Your task:
Check every line of the material below, and show those that contain "place".

Data for review:
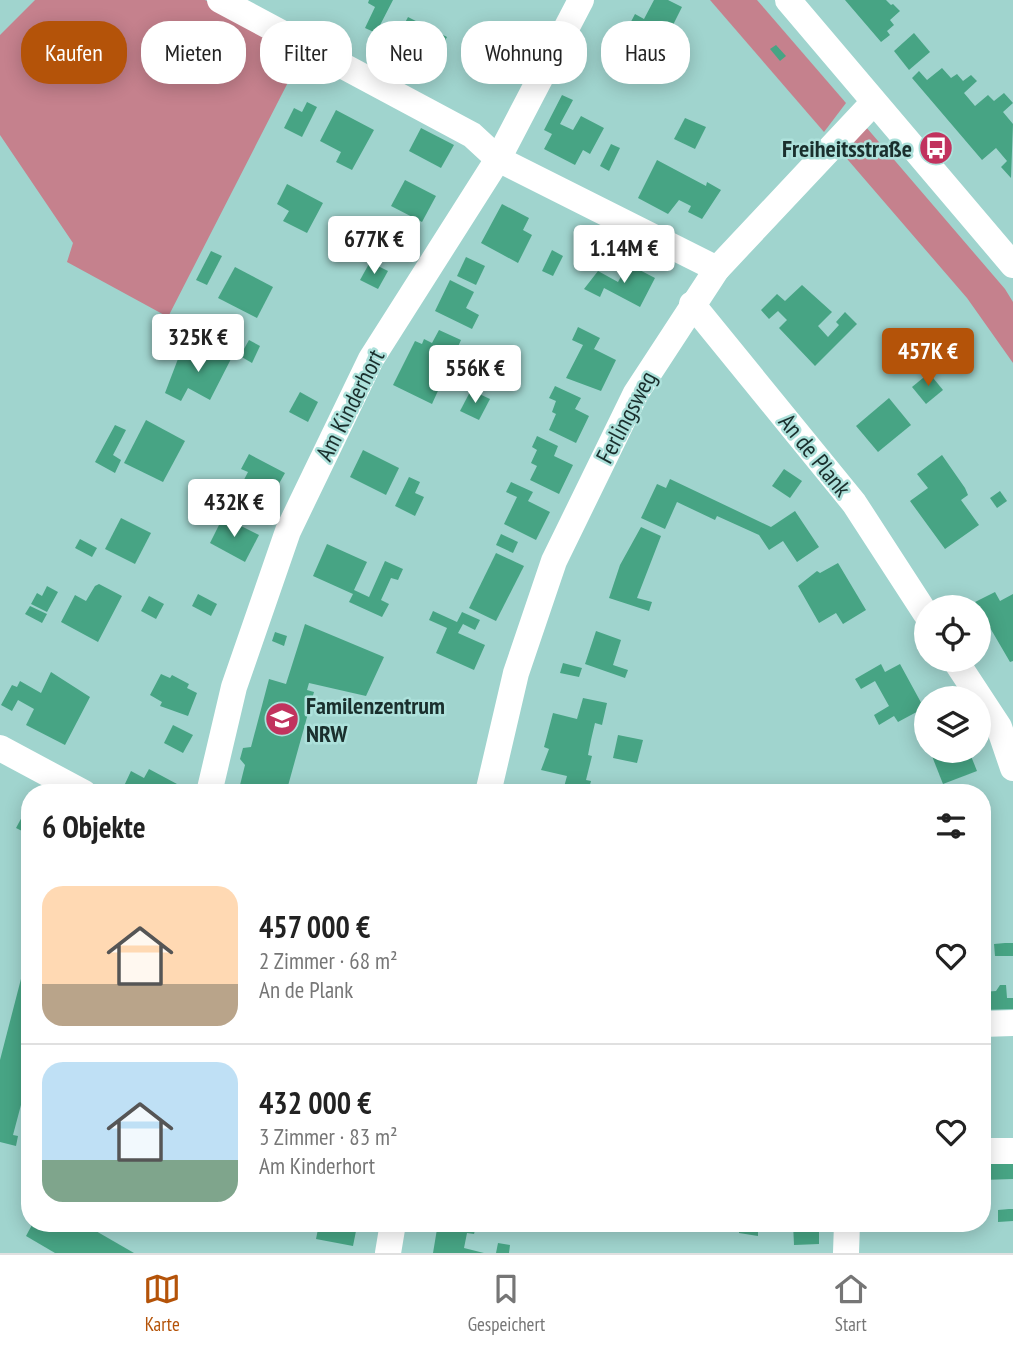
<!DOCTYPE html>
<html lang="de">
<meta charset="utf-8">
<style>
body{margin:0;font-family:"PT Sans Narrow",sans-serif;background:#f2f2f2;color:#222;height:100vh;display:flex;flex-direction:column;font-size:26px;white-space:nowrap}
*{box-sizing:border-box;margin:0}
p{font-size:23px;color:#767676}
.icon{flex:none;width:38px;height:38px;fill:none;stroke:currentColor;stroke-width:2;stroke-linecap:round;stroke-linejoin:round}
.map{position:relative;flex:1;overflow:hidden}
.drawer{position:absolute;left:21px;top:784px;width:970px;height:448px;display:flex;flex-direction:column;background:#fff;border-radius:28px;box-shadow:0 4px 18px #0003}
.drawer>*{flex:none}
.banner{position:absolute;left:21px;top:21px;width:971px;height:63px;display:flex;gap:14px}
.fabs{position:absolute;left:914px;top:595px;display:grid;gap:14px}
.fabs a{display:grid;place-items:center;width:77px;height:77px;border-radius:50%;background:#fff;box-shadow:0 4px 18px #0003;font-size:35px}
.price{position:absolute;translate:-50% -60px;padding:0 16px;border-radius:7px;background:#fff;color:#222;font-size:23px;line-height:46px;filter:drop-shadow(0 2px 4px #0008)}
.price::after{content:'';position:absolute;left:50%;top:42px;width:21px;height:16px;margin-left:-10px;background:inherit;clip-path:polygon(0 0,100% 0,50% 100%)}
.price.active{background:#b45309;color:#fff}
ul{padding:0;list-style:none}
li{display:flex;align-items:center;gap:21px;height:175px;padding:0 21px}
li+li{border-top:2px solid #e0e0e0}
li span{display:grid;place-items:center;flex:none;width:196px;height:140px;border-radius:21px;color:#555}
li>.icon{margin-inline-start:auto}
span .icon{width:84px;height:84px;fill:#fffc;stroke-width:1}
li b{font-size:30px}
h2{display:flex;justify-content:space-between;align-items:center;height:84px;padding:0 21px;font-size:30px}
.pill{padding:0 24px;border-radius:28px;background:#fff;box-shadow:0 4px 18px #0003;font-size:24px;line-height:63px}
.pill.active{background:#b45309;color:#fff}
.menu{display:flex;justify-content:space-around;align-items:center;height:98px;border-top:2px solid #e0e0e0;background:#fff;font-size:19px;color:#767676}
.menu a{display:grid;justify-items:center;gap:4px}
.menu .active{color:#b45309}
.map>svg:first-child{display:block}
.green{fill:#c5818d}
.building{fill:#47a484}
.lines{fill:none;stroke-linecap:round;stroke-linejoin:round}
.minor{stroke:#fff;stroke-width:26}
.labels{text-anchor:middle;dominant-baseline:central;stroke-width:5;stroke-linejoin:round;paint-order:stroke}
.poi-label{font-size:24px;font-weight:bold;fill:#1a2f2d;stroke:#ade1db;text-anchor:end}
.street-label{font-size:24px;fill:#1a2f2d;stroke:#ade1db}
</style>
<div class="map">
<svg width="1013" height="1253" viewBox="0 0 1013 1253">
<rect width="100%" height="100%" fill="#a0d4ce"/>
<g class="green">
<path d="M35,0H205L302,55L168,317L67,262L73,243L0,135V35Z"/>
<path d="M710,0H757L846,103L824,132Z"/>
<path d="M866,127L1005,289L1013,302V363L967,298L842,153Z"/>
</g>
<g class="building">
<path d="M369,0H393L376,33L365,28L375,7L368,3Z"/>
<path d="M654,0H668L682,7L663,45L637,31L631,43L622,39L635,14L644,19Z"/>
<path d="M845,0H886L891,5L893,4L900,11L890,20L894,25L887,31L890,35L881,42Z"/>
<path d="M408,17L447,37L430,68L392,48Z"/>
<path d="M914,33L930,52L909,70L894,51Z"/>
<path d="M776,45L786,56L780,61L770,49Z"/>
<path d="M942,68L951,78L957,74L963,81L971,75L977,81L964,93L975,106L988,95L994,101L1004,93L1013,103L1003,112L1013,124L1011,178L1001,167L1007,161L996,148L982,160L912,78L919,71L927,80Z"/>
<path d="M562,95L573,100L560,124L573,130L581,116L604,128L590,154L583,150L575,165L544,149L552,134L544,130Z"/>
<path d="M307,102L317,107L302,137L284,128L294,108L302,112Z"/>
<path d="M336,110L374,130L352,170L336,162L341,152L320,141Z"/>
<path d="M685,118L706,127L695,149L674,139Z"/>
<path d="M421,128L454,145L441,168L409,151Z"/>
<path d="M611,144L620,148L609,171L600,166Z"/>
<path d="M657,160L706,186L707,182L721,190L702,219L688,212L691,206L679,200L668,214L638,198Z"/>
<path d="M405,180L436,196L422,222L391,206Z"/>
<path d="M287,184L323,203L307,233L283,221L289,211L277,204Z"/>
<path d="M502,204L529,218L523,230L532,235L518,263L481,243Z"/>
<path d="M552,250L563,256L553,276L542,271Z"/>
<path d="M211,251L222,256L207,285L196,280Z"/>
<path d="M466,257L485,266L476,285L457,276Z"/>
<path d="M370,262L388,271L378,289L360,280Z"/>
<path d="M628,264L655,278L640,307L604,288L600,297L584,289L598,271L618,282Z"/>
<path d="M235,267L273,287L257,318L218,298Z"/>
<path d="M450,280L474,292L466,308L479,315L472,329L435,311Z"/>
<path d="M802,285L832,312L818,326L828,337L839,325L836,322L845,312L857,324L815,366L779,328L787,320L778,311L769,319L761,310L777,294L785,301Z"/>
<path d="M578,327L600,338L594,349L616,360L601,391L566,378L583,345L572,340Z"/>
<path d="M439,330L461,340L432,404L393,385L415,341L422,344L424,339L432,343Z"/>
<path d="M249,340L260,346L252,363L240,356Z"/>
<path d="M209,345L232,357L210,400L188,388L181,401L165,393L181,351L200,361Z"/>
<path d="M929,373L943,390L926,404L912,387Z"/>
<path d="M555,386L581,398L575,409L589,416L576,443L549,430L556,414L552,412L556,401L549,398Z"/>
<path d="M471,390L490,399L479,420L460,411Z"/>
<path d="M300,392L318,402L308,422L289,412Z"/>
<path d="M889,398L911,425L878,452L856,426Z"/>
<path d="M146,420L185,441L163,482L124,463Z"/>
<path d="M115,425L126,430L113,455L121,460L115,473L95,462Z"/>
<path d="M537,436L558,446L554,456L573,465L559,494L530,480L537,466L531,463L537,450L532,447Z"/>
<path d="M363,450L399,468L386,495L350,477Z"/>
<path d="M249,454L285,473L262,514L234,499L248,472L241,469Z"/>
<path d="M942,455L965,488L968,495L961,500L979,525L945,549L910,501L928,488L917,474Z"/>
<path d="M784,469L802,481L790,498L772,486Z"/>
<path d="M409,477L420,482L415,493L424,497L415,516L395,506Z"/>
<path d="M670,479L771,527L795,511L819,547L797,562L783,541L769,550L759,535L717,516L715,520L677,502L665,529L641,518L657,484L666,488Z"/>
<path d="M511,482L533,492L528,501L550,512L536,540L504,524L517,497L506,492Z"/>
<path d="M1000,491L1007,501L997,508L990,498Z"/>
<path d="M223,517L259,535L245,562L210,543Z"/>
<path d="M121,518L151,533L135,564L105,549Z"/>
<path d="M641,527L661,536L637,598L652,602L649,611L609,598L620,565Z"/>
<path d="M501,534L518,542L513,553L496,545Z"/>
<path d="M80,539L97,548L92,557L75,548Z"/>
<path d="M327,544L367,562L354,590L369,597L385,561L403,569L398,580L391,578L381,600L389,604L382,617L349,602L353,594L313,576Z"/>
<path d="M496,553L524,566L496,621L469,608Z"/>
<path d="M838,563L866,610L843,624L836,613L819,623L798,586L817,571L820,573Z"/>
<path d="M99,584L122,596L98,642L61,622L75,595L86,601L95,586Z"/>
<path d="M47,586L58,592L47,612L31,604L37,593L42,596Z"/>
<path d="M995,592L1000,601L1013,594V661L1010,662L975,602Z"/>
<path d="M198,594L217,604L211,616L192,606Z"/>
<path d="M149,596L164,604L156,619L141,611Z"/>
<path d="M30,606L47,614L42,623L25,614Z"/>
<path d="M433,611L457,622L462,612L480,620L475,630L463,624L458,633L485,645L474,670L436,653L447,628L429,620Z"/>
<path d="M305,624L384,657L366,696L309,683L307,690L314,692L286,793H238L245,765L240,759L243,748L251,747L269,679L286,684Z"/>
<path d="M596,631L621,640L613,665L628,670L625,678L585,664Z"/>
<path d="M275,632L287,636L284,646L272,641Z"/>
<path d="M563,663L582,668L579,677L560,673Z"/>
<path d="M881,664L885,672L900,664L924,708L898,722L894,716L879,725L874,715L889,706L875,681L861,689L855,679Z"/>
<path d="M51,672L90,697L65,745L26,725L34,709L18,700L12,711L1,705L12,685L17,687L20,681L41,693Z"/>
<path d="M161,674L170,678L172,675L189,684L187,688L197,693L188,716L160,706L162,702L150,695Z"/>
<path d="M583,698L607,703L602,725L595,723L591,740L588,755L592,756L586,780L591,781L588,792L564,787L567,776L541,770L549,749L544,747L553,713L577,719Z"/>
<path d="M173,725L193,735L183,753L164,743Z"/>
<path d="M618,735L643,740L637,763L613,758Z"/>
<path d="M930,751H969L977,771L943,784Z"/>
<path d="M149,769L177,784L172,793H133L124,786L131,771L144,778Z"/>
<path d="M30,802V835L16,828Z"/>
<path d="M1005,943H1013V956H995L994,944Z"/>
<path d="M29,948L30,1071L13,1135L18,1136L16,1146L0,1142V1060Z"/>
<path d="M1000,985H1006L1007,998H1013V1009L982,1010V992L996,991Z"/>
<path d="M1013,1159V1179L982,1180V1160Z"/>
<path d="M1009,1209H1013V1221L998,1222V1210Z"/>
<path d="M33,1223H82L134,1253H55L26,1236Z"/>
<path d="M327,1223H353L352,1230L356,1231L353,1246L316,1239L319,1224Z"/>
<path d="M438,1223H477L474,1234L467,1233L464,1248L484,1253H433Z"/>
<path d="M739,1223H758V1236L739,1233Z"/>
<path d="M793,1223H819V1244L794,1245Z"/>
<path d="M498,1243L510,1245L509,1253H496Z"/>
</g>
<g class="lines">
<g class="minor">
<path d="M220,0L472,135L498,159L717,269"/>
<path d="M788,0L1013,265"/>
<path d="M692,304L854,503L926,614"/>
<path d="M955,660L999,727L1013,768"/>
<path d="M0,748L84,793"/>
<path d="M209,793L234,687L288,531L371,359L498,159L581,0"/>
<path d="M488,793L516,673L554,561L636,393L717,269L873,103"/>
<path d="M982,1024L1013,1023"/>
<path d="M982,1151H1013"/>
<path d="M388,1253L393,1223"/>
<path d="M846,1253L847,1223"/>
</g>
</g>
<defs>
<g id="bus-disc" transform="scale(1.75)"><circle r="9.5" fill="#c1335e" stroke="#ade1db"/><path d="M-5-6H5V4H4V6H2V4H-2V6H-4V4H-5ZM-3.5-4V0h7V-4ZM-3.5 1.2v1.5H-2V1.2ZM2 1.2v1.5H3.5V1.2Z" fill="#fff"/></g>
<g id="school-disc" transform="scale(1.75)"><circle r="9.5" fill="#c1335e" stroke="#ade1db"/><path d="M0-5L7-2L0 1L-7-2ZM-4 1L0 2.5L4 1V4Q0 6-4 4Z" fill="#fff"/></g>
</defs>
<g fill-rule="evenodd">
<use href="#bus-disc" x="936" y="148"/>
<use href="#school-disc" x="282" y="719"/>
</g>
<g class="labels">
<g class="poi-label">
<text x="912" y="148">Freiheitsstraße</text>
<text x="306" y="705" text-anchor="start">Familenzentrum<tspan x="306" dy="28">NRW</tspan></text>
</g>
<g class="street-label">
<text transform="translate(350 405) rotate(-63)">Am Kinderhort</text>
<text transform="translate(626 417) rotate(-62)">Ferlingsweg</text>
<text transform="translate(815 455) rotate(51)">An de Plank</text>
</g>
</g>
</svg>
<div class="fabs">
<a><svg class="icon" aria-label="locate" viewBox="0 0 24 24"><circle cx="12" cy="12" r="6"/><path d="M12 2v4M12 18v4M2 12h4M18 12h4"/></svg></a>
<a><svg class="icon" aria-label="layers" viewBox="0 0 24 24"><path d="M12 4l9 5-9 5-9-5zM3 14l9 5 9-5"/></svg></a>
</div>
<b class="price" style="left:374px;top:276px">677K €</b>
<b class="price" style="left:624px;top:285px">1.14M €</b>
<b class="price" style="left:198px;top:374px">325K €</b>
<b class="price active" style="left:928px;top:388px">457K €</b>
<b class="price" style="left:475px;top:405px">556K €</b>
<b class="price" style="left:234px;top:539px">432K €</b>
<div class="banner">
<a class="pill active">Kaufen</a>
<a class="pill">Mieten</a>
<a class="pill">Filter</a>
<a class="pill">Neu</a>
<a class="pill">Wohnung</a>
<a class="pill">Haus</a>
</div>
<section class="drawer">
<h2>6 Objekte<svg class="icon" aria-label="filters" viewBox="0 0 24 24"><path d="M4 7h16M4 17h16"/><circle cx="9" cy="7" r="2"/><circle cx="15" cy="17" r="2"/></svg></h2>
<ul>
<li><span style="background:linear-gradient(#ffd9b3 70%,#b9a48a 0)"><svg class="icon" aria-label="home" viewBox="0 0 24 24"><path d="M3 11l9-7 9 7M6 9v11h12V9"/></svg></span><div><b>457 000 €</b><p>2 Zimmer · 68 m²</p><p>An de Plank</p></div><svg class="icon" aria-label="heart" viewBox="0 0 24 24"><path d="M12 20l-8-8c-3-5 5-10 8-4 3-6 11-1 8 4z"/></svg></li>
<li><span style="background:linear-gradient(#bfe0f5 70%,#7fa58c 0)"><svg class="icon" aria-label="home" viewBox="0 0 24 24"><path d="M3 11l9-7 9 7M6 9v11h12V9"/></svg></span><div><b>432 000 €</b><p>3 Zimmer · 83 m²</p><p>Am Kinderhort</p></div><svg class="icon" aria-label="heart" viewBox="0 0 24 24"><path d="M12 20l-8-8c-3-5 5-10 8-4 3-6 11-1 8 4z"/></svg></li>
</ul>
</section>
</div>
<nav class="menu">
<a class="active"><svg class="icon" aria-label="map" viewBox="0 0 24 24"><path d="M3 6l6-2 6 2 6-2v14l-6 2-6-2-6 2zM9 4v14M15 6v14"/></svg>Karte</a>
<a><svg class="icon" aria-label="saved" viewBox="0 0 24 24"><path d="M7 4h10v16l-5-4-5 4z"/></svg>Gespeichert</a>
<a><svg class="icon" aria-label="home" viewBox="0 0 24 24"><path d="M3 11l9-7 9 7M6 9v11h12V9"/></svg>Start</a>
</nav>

Finished task:
.fabs a{display:grid;place-items:center;width:77px;height:77px;border-radius:50%;background:#fff;box-shadow:0 4px 18px #0003;font-size:35px}
li span{display:grid;place-items:center;flex:none;width:196px;height:140px;border-radius:21px;color:#555}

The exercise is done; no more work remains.